Normen
EheG §55a
EStG 1972 §34 Abs3
EStG 1988 §34
EStG 1988 §34 Abs1
EStG 1988 §34 Abs1 Z2
EStG 1988 §34 Abs3
VwRallg
European Case Law Identifier: ECLI:AT:VWGH:2021:RA2019130027.L00
Spruch:
Die Revision wird zurückgewiesen.
Begründung
1 Der Revisionswerber machte in seinen Arbeitnehmerveranlagungen 2012 bis 2016 unter anderem außergewöhnliche Belastungen für Besuchsfahrten zu seinem betreuungsbedürftigen Cousin in Deutschland sowie Unterhaltszahlungen an seine geschiedene Ehegattin geltend. Das Finanzamt erkannte diese Aufwendungen nicht an. Die dagegen erhobenen Beschwerden wies das Finanzamt in diesen Punkten mit Beschwerdevorentscheidung als unbegründet ab.
2 Nach Stellung eines Vorlageantrages und Vorlage an das Bundesfinanzgericht gab dieses den Beschwerden in einem hier nicht relevanten Punkt Folge und wies sie im Übrigen als unbegründet ab.

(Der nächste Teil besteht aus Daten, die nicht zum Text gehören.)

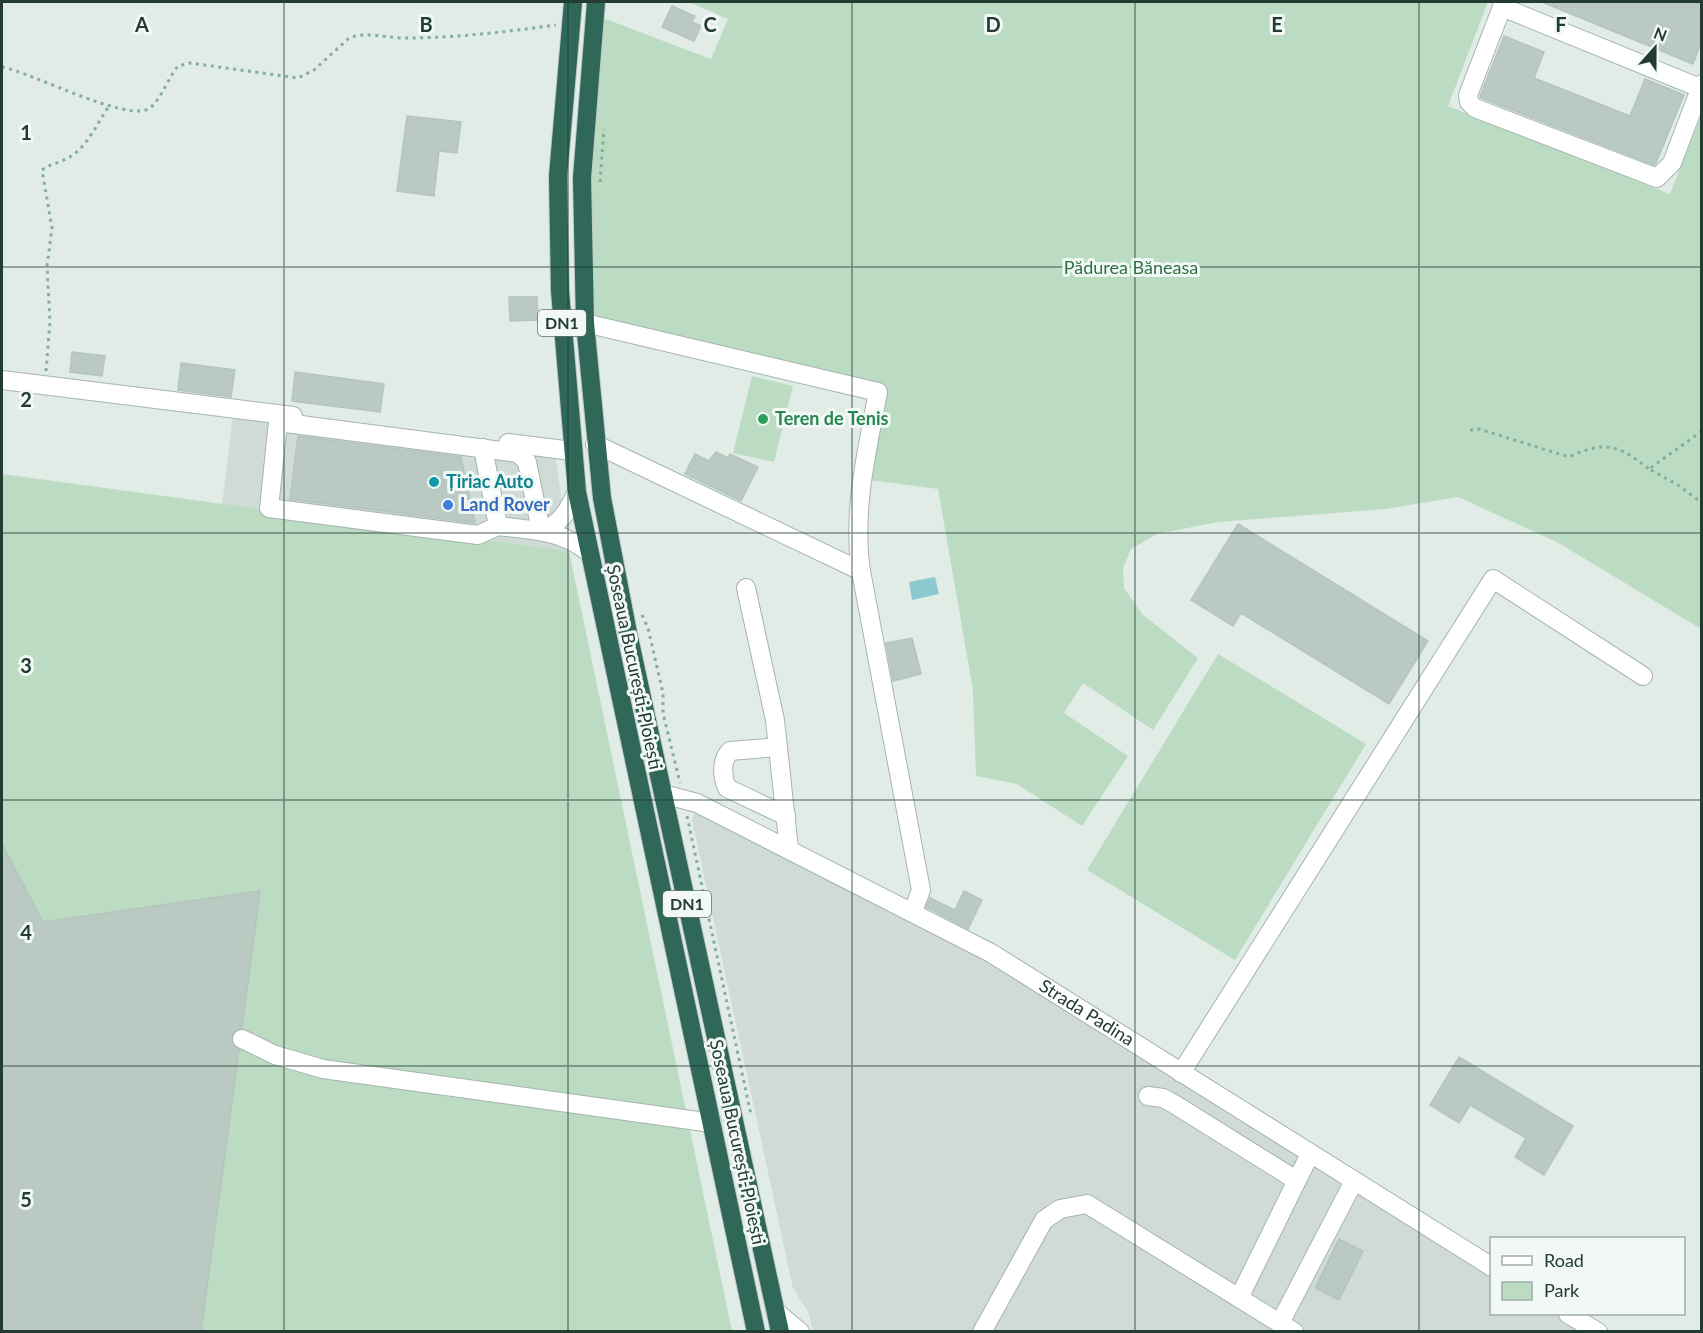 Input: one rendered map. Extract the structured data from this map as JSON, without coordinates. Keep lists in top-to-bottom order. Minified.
{"streets":{"highway":["DN1","Șoseaua București-Ploiești"],"street":["Strada Padina"]},"crossings":[["Șoseaua București-Ploiești","Strada Padina"]],"parks":["Pădurea Băneasa"],"places":["Teren de Tenis","Țiriac Auto","Land Rover"],"legend":["Road","Park"],"north":"top","grid":{"columns":["A","B","C","D","E","F"],"rows":["1","2","3","4","5"]}} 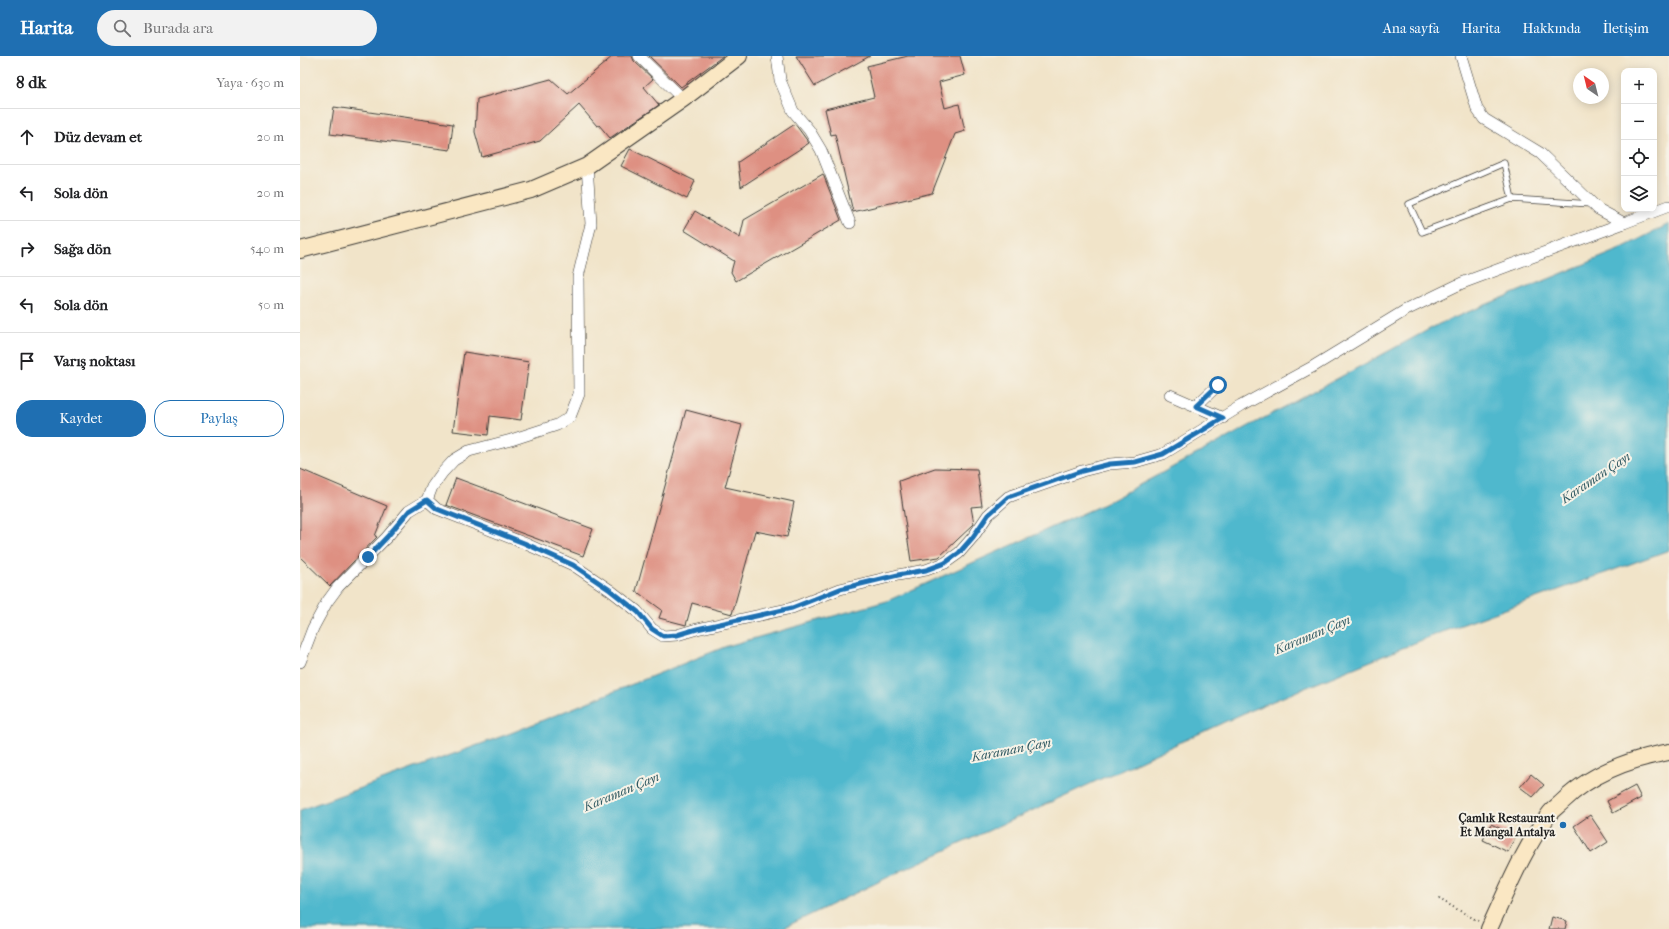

3 Nach Wiedergabe des Verfahrensgangs führte das Bundesfinanzgericht aus, freiwillige Zuwendungen an Personen ohne gesetzlichen Unterhaltsanspruch sowie Zuwendungen an gesetzlich unterhaltsberechtigte Personen seien gemäß § 20 Abs. 1 Z 4 EStG 1988 nicht abzugsfähig. Die vom Revisionswerber geltend gemachten Unterhaltsleistungen seien auch keine Mehraufwendungen, die bei der Unterhaltsberechtigten selbst eine außergewöhnliche Belastung darstellen würden. Die Unterhaltszahlungen an die geschiedene Ehegattin des Revisionswerbers seien daher nicht als außergewöhnliche Belastung abzugsfähig.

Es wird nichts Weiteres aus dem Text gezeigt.